Marking 10 years online
29 September 2007Today marks 10 years since I was given my first e-mail address and started using the internet on a regular basis. The occasion was that I started university. The internet was only just starting to find its way into people’s homes, so the majority of people online were academic users. I kept the same university e-mail address – and used it as my primary address – until January 2006. In those days, no-one had an existing e-mail address when they started university, so it was common to use the new address for anything. I accessed my messages via a terminal, logged on to the university’s central IRIX sever, using PINE as my mail client. Most of the time, I browsed the web using the text-only browser Lynx. (I should add that I still have both programs installed on my computer.) I also had a Windows 3.1 account with which I occasionally surfed the web graphically using Netscape Navigator. Last week, Google marked its 9th birthday. Unsurprisingly, then, it was not my original choice of search engine: in those days I used AltaVista.

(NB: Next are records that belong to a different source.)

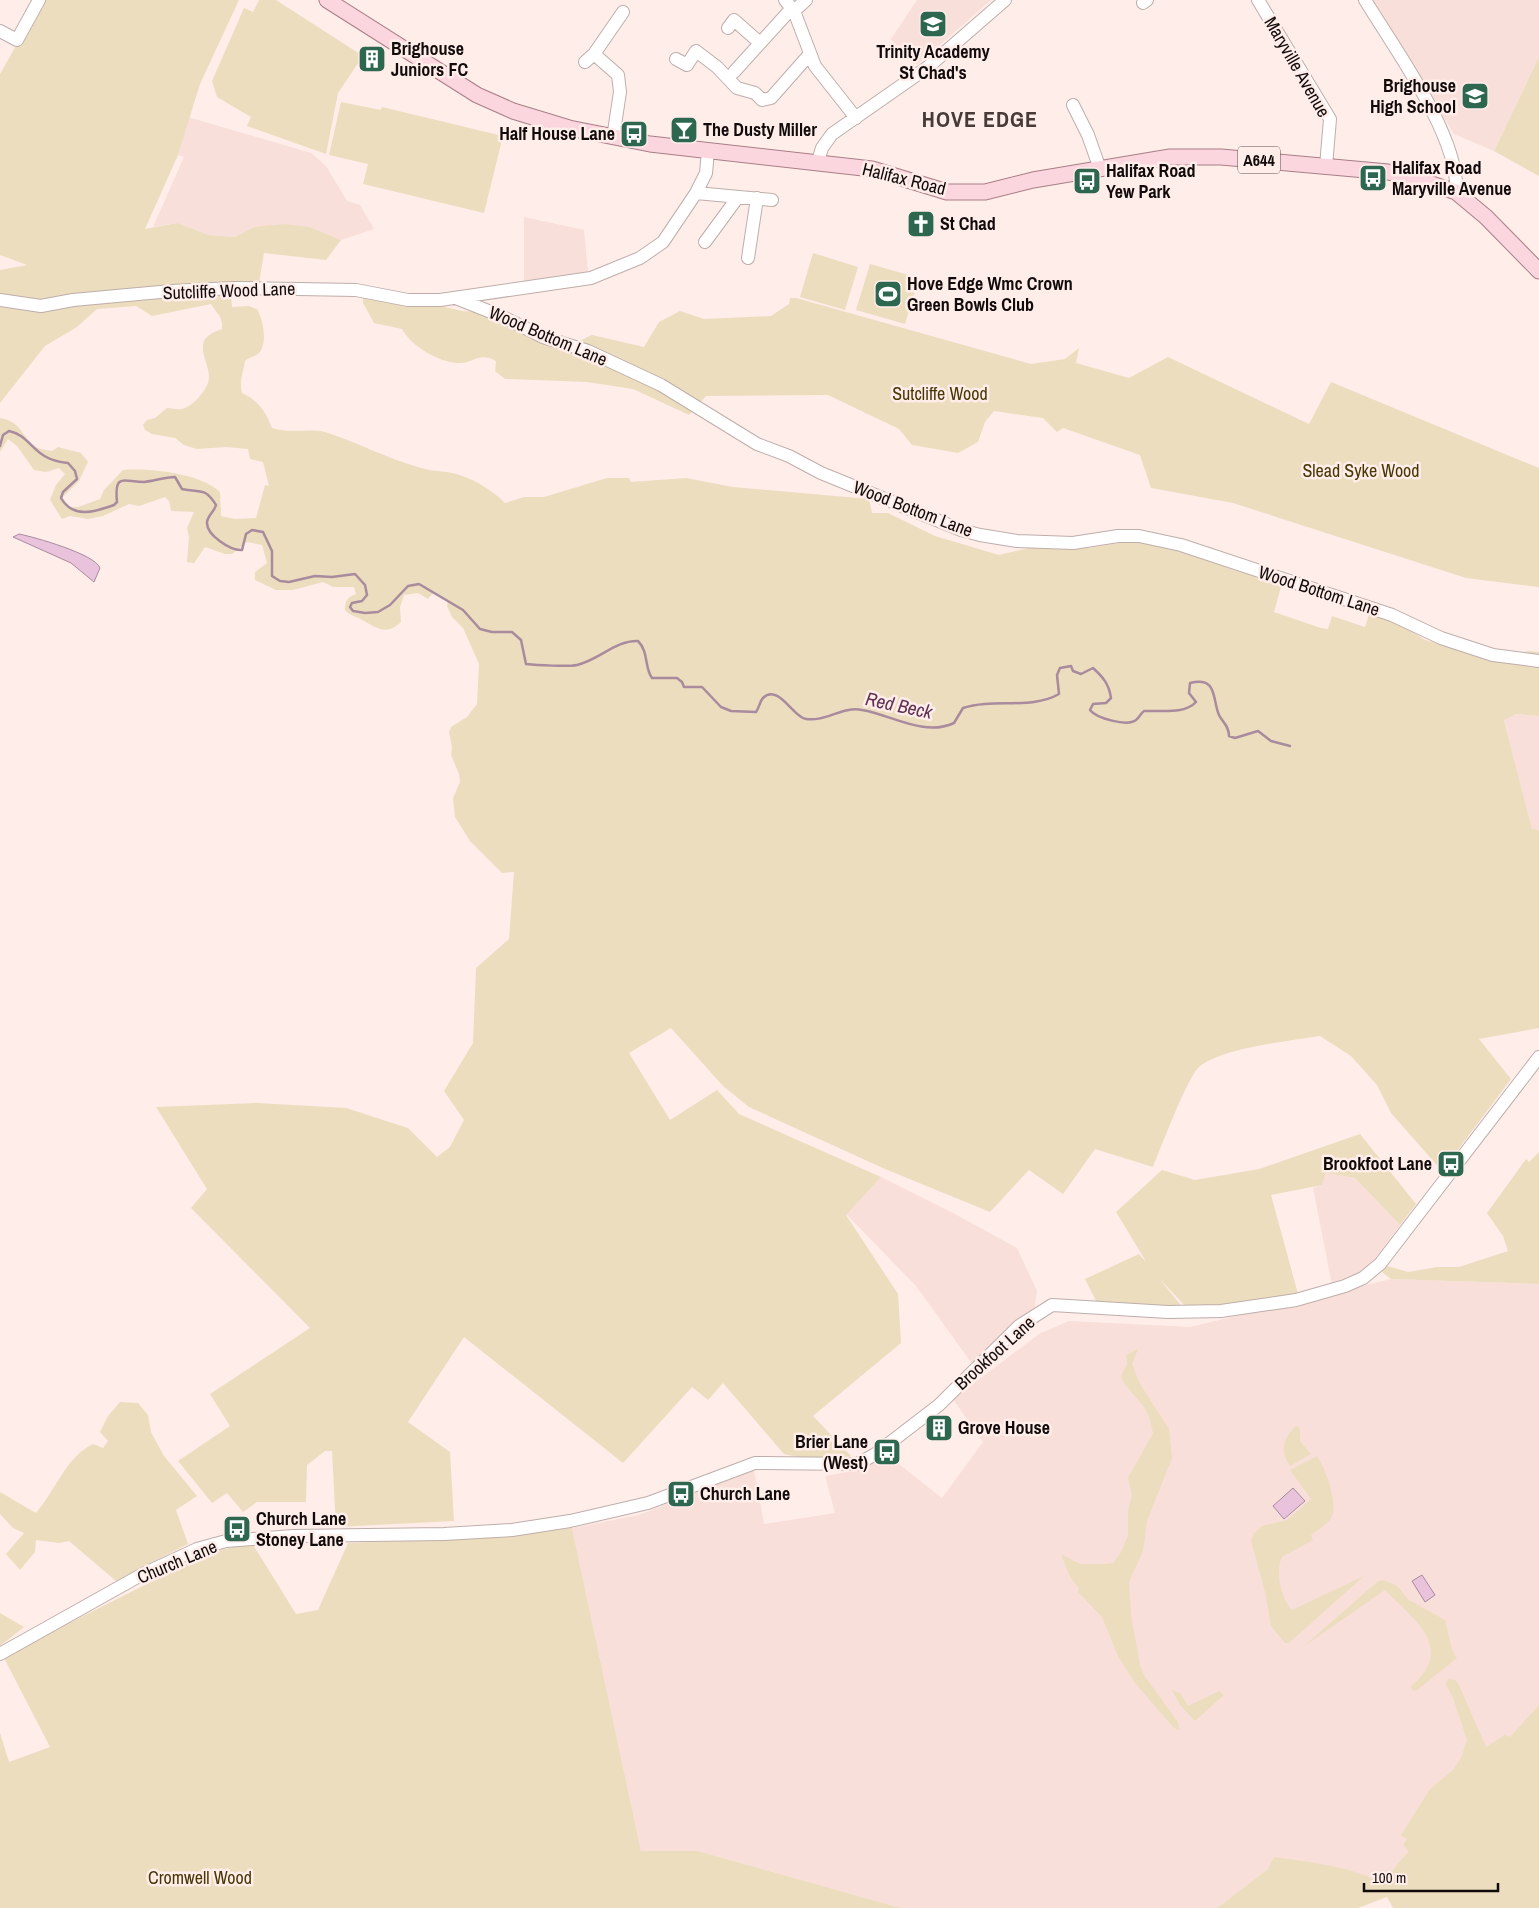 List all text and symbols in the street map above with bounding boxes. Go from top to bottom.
school or university icon: Trinity Academy St Chad's [918,9,948,39]
street label: Maryville Avenue [1259,12,1336,122]
place label: Brighouse Juniors FC [391,36,468,82]
place label: Trinity Academy St Chad's [876,39,991,85]
building icon: Brighouse Juniors FC [357,44,387,74]
place label: Brighouse High School [1370,73,1456,119]
school or university icon: Brighouse High School [1460,81,1490,111]
district label: HOVE EDGE [922,104,1038,134]
bar icon: The Dusty Miller [669,115,699,145]
place label: The Dusty Miller [703,117,817,142]
bus stop icon: Half House Lane [619,119,649,149]
place label: Half House Lane [499,121,615,146]
road number: A644 [1238,146,1280,174]
place label: Halifax Road Maryville Avenue [1392,155,1512,201]
street label: Halifax Road [860,156,949,201]
place label: Halifax Road Yew Park [1106,158,1195,204]
bus stop icon: Halifax Road Maryville Avenue [1358,163,1388,193]
bus stop icon: Halifax Road Yew Park [1072,166,1102,196]
church icon: St Chad [906,209,936,239]
place label: St Chad [940,211,996,236]
place label: Hove Edge Wmc Crown Green Bowls Club [907,271,1073,317]
street label: Sutcliffe Wood Lane [162,276,296,305]
sports icon: Hove Edge Wmc Crown Green Bowls Club [873,279,903,309]
street label: Wood Bottom Lane [485,299,611,372]
park label: Sutcliffe Wood [892,381,988,406]
park label: Slead Syke Wood [1302,458,1420,483]
street label: Wood Bottom Lane [850,474,977,543]
street label: Wood Bottom Lane [1255,559,1383,622]
water label: Red Beck [863,685,936,725]
bus stop icon: Brookfoot Lane [1436,1149,1466,1179]
place label: Brookfoot Lane [1323,1151,1432,1176]
street label: Brookfoot Lane [949,1310,1040,1395]
building icon: Grove House [924,1413,954,1443]
place label: Grove House [958,1415,1050,1440]
place label: Brier Lane (West) [795,1429,868,1475]
bus stop icon: Brier Lane (West) [872,1437,902,1467]
bus stop icon: Church Lane [666,1479,696,1509]
place label: Church Lane [700,1481,790,1506]
place label: Church Lane Stoney Lane [256,1506,346,1552]
bus stop icon: Church Lane Stoney Lane [222,1514,252,1544]
street label: Church Lane [133,1534,221,1590]
scale bar [1364,1860,1498,1892]
park label: Cromwell Wood [148,1865,252,1890]
text: 100 m [1372,1867,1406,1888]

In some ways, the world wide web has moved on a lot since I first started using it. Web 2.0, blogs, RSS, etc. simply didn’t exist back then; internet shopping was seen as a risky business, limited to a few specialist retailers. But other aspects of the web are still the same: it’s still possible to find plenty of weird and wonderful websites on whatever subject interests you, and to access information in a way that simply wasn’t possible for the average person in the offline world.
How will the internet evolve in the next 10 years? Both e-mail and the world wide web have remained popular because they are free to the end user, and are based on open standards. The challenges that will face the internet in the future are issues such as net neutrality, digital rights management, and attempts to introduce proprietary standards – all things that could damage the internet as we know it, and hamper its future development. As the internet completes its transition from an academic network to a global medium, let’s hope it continues to be enhanced by the best practices of the commercial world, without gaining the worst.